Buyout firms refinance at record rate in Europe

Buyout firms have renegotiated a record 23 billion euros ($31 billion) of their European companies’ debts via loan and high-yield bond markets in the first nine months of this year, according to S&P’s Leveraged Commentary and Data.

That is a rise of almost two thirds on the volume last year and beats the 17 billion euros ($23 billion) refinanced in 2011, the data show.

Strong demand for higher-yielding debt from investors has pushed down borrowing costs, encouraging private equity firms to renegotiate their companies’ debts at more attractive terms.

This pushes back financing pressures for many companies, which were expected to fall into trouble a few years ago amid a backdrop of slowing economies and risk-averse investors who did not want to lend money to riskier businesses.

Refinancing volumes in Europe also mirror record activity in the United States, where managers have completed $149 billion of loan and high-yield bond refinancing in 2013, eclipsing previous years and coming ahead of an expected rise in interest rates brought by the Federal Reserve unwinding its monetary stimulus.

“Everyone who has been able to refinance has done so this year.
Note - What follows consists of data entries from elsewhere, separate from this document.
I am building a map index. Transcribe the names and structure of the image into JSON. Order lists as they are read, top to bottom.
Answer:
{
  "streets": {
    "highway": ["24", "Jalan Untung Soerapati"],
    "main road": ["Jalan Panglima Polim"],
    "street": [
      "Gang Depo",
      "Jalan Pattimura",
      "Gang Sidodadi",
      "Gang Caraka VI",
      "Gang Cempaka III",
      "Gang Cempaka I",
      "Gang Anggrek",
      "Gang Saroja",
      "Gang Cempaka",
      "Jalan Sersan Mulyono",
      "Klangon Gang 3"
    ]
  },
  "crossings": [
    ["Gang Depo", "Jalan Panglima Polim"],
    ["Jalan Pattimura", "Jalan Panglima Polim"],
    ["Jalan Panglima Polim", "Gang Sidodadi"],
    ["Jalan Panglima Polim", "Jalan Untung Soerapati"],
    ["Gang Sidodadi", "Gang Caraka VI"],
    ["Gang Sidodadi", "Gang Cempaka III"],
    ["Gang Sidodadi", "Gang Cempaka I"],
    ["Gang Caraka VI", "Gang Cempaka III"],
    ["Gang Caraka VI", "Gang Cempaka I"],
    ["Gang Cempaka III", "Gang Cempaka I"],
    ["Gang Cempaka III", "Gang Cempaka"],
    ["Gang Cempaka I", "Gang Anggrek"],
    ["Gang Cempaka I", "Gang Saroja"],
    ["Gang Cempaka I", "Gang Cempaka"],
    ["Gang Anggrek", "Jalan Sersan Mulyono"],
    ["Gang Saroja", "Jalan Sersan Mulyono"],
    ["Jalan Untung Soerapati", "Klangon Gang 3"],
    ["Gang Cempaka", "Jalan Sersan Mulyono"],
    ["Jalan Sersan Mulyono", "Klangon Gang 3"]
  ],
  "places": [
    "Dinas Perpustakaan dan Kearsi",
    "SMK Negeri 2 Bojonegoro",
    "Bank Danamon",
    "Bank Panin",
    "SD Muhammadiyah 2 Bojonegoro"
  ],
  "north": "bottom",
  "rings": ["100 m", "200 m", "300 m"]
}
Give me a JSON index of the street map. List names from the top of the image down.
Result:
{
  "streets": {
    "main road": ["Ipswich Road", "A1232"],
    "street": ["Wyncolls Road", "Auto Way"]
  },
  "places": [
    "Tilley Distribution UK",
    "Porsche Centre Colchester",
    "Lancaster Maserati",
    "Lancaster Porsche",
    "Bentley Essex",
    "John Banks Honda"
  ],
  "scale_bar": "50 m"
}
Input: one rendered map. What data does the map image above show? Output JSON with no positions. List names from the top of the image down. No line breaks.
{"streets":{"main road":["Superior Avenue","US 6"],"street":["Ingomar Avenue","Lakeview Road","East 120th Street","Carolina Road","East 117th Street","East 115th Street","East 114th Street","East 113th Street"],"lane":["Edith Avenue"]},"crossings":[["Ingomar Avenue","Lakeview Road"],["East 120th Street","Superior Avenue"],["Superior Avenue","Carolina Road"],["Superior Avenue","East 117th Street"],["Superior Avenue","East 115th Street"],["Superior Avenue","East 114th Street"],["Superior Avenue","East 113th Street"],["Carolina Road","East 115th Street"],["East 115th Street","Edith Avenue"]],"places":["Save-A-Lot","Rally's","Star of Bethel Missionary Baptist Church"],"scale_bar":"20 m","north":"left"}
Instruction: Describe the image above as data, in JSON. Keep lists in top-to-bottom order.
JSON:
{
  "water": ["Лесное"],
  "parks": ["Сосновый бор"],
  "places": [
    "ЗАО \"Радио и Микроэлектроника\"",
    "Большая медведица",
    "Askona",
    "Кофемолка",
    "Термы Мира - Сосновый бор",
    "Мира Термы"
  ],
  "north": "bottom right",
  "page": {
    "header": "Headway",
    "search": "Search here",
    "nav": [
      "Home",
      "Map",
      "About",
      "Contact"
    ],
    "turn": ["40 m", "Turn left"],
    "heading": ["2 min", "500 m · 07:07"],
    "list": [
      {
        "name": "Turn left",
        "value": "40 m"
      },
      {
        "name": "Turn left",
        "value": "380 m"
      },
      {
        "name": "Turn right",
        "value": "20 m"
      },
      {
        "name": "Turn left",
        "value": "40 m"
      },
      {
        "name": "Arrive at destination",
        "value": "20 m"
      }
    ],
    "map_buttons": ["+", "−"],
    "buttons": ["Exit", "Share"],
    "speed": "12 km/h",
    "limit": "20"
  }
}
The terms are much better than they were a few years ago,” said David Parker, a partner at private equity advisor Marlborough Partners.

European companies to have refinanced this year include British motoring services firm the Automobile Association, United Biscuits and UK child seat maker Britax.

Buyout houses have also seized on strong credit markets to load up their portfolio companies with more debt that they use to pay themselves and their investors, in a controversial transaction known as a dividend recapitalisation.

Volumes of dividend recaps total $11.2 billion in Europe, according to the S&P LCD data, the biggest since 2007.

However, buoyant credit markets have not resolved a continuing problem for private equity managers in Europe this year: the lack of new deal opportunities.

Despite a recovery in deal flow in the third quarter, for the first time ever in Europe the volume of debt refinancings plus dividend recapitalisations in 2013 has totalled more than the amount buyout houses have borrowed for new deals.

“There’s been less deal flow because of the economic climate but the problem is also that there are still so many buyout firms. There’s so much competition,” Parker said, adding that between 60 and 70 percent of his business in 2013 had been refinancings with the rest primary deal flow, the opposite of a typical year before the financial crisis.